There were eight sonobuoys in the water when Eck gestured toward the submarine symbol on the panel display. “That isn't where it is. There's a thermal layer distorting the sound.”

“Can you identify it?”

“We need a little more noise. He's closing, that's certain.”

Three minutes later Eck said, “
Los Angeles
–class, according to the computer.”

“Which one?”

“Still working on that.”

A half minute later he said, “
La Jolla.
Her signature is in the computer.”

“Jesus fucking Christ,” Leon Rothberg said bitterly and sagged into an empty chair.

*   *   *

Toad Tarkington was at his desk in the Crystal City SuperAegis liaison office when the intercom buzzed. The unexpected sound made Toad jump. Without telephones ringing, the office was abnormally quiet, pleasantly so. The security officer in the lobby was calling. “Sir, there is a Mr. Carmellini down here asking for Admiral Grafton.”

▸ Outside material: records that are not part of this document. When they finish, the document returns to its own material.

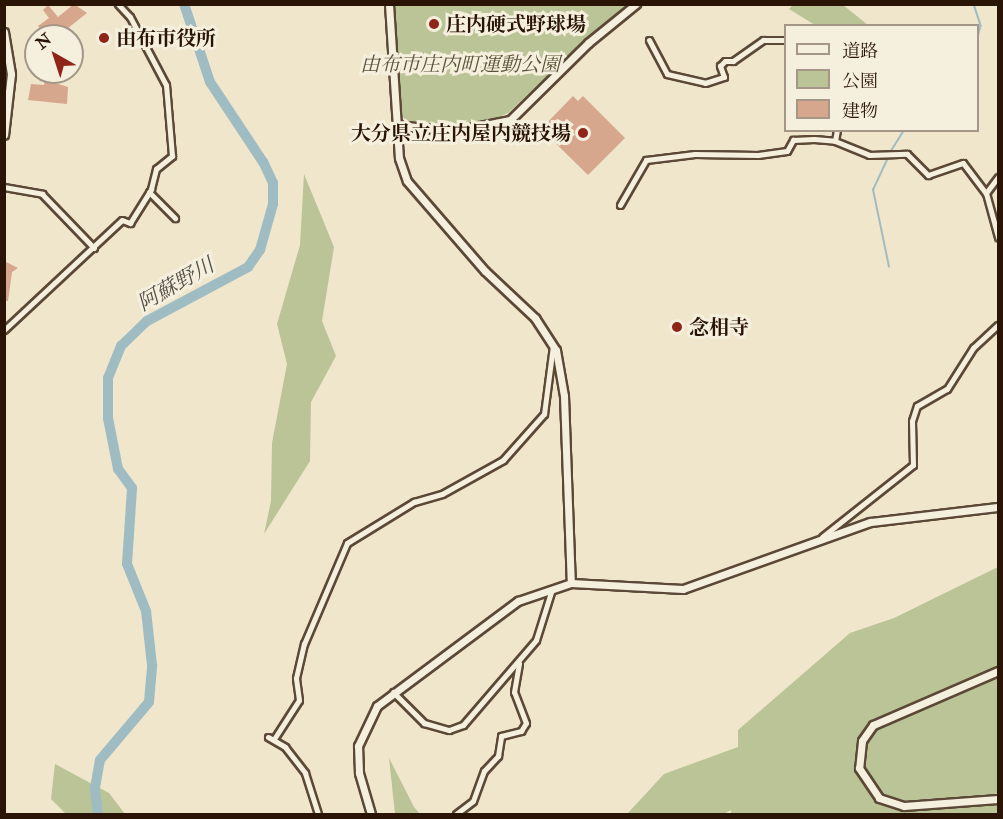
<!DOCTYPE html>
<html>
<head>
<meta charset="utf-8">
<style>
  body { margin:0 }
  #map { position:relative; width:1003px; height:819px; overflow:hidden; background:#efe6cb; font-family:"IM FELL Double Pica","Noto Serif JP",serif }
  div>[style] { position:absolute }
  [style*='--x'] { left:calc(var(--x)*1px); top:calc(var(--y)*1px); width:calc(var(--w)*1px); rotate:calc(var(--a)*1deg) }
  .green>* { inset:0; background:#bbc496 }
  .stream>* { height:1.5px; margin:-0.75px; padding:0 0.75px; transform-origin:0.75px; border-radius:0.75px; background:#a0bcc3 }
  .river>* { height:10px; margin:-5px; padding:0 5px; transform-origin:5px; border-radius:5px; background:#a0bcc3 }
  .building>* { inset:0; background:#d6a68d }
  .roads { filter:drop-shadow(2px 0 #5b4836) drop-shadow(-2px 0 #5b4836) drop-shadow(0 2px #5b4836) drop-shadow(0 -2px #5b4836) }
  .street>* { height:5px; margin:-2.5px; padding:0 2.5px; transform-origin:2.5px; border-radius:2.5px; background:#f5efdd }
  .secondary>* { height:7px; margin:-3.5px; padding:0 3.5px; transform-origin:3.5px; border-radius:3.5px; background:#f5efdd }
  .dots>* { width:16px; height:16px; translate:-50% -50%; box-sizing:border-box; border:3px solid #f5efdd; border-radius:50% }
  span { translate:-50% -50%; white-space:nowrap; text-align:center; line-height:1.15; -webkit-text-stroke:6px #f5efdd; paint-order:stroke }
  .poi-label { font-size:20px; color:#2a1405; font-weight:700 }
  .left { translate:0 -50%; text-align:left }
  .right { translate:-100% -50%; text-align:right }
  .park-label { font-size:20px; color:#5d5238; font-style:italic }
  .water-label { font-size:21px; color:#534f48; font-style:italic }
  .frame { position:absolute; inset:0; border:6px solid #2a1405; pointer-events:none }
  .legend { position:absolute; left:784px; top:24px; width:195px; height:108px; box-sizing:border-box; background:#f5efdd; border:2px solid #a49787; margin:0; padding:8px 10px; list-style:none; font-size:18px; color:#2a1405 }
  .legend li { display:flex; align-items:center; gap:12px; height:30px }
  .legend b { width:30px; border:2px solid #a49787 }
  .north { position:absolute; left:24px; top:24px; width:60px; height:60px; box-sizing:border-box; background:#f5efdd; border:2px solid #a49787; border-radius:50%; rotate:321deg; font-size:16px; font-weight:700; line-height:24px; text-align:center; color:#2a1405 }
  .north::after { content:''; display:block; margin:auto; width:21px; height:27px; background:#8f2418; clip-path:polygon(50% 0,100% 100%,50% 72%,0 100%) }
</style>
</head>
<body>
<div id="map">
  <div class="green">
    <div style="clip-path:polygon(391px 5px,630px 5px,591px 34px,508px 113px,492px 120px,451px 125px,409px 121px,399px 115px)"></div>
    <div style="clip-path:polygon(793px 5px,843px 5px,868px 25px,815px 25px,789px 9px)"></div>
    <div style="clip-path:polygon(304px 174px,334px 247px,322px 321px,336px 356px,311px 402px,310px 461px,264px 534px,271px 501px,272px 443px,287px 364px,277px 324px,300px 245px)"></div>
    <div style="clip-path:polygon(998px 567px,998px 814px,731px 814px,731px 810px,724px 814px,627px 814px,664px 774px,738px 747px,738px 730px,850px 633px,894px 618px)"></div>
    <div style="clip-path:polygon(389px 758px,414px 807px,420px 814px,395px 814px)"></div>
    <div style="clip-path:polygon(55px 764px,109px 793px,125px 814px,66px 814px,51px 799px)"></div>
  </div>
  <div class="stream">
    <div style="--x:974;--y:4;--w:23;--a:72"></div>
    <div style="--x:981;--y:26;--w:11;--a:105"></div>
    <div style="--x:891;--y:151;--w:25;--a:-58"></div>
    <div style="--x:889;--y:267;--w:79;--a:-101.7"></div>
    <div style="--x:873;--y:190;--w:38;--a:-65"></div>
  </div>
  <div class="river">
    <div style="--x:98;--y:814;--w:26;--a:-97"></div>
    <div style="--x:95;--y:788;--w:28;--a:-80"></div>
    <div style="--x:100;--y:760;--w:76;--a:-49.8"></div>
    <div style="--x:149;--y:702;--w:37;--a:-85"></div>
    <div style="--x:152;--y:665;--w:54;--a:-96.3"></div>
    <div style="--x:146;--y:611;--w:51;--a:-112"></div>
    <div style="--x:127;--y:564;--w:76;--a:-86.2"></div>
    <div style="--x:132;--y:488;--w:24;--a:-126"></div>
    <div style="--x:118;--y:469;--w:52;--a:-101.1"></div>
    <div style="--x:108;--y:418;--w:40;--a:-90"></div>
    <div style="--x:108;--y:378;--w:35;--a:-68"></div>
    <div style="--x:121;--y:346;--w:36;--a:-44"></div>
    <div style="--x:147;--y:321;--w:115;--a:-28.1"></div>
    <div style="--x:248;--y:267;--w:21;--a:-55"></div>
    <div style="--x:260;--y:250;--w:48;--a:-74.2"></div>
    <div style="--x:273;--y:204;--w:21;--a:-90"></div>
    <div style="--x:273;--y:183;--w:23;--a:-115"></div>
    <div style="--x:263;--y:162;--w:96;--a:-123.5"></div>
    <div style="--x:210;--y:82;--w:82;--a:-108.4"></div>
  </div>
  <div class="building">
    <div style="clip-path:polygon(74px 4px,87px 13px,58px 36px,46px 36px,38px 26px,49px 18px,43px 10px,48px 5px,58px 17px)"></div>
    <div style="clip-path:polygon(45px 80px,68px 87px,67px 104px,28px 100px,31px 84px,44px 85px)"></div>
    <div style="clip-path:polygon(573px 96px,578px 101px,583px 96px,625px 138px,588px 175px,541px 129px)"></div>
    <div style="clip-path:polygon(4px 261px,18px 268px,12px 272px,8px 301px,4px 301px)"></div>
  </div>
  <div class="roads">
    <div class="street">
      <div style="--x:649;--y:40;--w:38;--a:62"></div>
      <div style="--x:667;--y:74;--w:39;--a:13"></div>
      <div style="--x:705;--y:83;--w:20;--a:-18"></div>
      <div style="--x:724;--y:77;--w:12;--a:-110"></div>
      <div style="--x:720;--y:66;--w:7;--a:-45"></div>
      <div style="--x:725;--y:61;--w:8;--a:0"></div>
      <div style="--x:733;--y:61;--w:37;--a:-35"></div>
      <div style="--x:763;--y:40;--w:23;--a:0"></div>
      <div style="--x:835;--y:141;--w:11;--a:-80"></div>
      <div style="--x:4;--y:187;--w:39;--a:10"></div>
      <div style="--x:42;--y:194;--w:75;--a:46.1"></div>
      <div style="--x:149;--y:192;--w:37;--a:45"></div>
      <div style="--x:986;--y:193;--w:20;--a:-53"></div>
      <div style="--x:620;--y:205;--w:52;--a:-60"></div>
      <div style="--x:646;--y:160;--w:49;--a:-7"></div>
      <div style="--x:695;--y:154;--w:63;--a:0.9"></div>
      <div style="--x:758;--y:155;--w:29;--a:-8"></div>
      <div style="--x:787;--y:151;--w:13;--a:-61"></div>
      <div style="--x:793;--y:140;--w:21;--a:-3"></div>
      <div style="--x:814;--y:139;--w:21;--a:5"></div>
      <div style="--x:835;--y:141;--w:37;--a:22"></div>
      <div style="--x:869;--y:155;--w:38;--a:-2"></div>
      <div style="--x:907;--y:154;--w:30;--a:45"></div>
      <div style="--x:928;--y:175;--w:37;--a:-19"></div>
      <div style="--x:963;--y:163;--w:38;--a:53"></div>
      <div style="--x:986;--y:193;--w:46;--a:74.7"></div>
      <div style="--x:4;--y:330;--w:161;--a:-43"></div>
      <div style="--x:122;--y:220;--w:9;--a:21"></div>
      <div style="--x:130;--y:223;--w:40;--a:-58"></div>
      <div style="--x:151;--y:189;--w:21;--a:-76"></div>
      <div style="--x:156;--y:169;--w:21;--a:-39"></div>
      <div style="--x:172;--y:156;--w:71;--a:-94.8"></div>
      <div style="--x:166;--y:85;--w:77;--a:-117.9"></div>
      <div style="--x:130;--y:17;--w:18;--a:-133"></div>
      <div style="--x:822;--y:537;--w:116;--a:-38.4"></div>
      <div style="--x:913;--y:465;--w:44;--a:-91.3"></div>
      <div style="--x:912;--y:421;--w:16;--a:-72"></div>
      <div style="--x:917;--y:406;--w:34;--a:-30"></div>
      <div style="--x:947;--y:389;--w:49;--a:-57.6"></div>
      <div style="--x:973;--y:348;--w:34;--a:-43"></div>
      <div style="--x:393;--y:692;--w:44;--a:45"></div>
      <div style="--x:424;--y:723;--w:26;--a:16"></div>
      <div style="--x:449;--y:730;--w:15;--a:-20"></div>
      <div style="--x:463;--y:725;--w:112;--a:-49.3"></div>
      <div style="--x:536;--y:640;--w:53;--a:-72.6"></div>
      <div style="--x:268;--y:737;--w:20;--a:30"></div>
      <div style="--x:285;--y:747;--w:33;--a:52"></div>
      <div style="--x:305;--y:773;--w:43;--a:72.4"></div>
      <div style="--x:274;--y:739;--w:46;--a:-57.3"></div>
      <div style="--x:299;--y:700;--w:22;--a:-98"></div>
      <div style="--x:296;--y:678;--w:35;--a:-77"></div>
      <div style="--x:304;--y:644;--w:110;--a:-66.9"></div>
      <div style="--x:347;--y:543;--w:79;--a:-31.5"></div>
      <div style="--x:414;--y:502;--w:29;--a:-16"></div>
      <div style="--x:442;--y:494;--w:70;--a:-29.1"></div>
      <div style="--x:503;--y:460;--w:62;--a:-48.3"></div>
      <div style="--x:544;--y:414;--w:69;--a:-82.5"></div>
      <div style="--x:456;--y:814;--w:21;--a:-37"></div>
      <div style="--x:473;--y:801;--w:32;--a:-70"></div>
      <div style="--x:484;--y:771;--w:21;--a:-47"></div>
      <div style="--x:498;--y:756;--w:20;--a:-81"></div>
      <div style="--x:501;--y:736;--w:21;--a:-14"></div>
      <div style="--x:521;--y:731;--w:9;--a:-58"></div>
      <div style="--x:526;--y:723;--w:33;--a:-111"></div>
      <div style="--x:514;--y:692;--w:29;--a:-80"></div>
    </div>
    <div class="secondary">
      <div style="--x:389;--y:4;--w:154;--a:86.3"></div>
      <div style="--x:399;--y:158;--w:24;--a:71"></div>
      <div style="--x:407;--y:181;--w:119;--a:49.1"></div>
      <div style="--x:485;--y:271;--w:69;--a:43.2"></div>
      <div style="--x:535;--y:318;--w:38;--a:57"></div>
      <div style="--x:556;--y:350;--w:47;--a:80.1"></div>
      <div style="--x:564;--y:396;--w:187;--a:87.9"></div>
      <div style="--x:4;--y:32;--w:43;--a:80.5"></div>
      <div style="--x:11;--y:74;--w:61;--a:96.5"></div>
      <div style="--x:397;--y:125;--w:58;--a:5.9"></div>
      <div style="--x:455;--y:131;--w:56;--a:-11.3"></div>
      <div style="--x:510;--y:120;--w:110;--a:-44.6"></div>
      <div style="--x:588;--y:43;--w:62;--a:-39.1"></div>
      <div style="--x:998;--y:671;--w:136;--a:156.6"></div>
      <div style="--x:873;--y:725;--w:19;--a:125"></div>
      <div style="--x:862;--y:741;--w:27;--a:96"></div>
      <div style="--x:859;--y:768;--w:36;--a:56"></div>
      <div style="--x:879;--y:798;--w:26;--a:18"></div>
      <div style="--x:904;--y:806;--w:94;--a:-4.3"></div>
      <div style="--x:371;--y:814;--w:43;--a:-106.3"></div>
      <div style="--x:359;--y:773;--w:27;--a:-92"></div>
      <div style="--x:358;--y:746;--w:44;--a:-64.6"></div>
      <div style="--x:377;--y:706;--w:176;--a:-36.7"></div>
      <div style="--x:518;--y:601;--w:56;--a:-18.8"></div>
      <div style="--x:571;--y:583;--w:112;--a:3.1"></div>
      <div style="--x:683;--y:589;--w:199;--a:-19.7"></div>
      <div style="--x:870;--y:522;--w:129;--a:-6.7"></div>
    </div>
  </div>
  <div class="dots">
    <div style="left:434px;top:24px;background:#8f2418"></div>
    <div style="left:104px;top:38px;background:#8f2418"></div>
    <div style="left:583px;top:133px;background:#8f2418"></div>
    <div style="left:677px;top:327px;background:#8f2418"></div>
  </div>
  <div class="poi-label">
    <span class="left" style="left:446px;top:24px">庄内硬式野球場</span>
    <span class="left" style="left:116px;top:38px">由布市役所</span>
    <span class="right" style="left:571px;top:133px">大分県立庄内屋内競技場</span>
    <span class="left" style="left:689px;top:327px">念相寺</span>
  </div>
  <div class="park-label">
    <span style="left:460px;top:64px">由布市庄内町運動公園</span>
  </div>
  <div class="water-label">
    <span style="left:176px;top:285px;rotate:-30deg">阿蘇野川</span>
  </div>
  <div class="frame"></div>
  <ul class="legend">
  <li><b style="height:8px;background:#f5efdd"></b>道路</li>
  <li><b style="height:16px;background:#bbc496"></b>公園</li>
  <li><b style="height:16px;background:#d6a68d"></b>建物</li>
  </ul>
  <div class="north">N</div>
</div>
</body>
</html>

“Carmellini?” Toad drew a blank for several seconds, then he remembered. Oh yeah, the CIA guy from Cuba. “I'll be down to escort him,” Toad told the guard. Carmellini. He was in Hong Kong with Admiral Grafton last year, Toad remembered, when the revolutionaries kidnapped Callie.

The building elevators were still out of service, so Toad took the stairs to the lobby. He recognized Carmellini and shook hands. “The admiral isn't here, but come on up,” Toad said and led the way to the stairs. “Anything you'd tell him he'd refer to me, so you might as well eliminate the middleman.”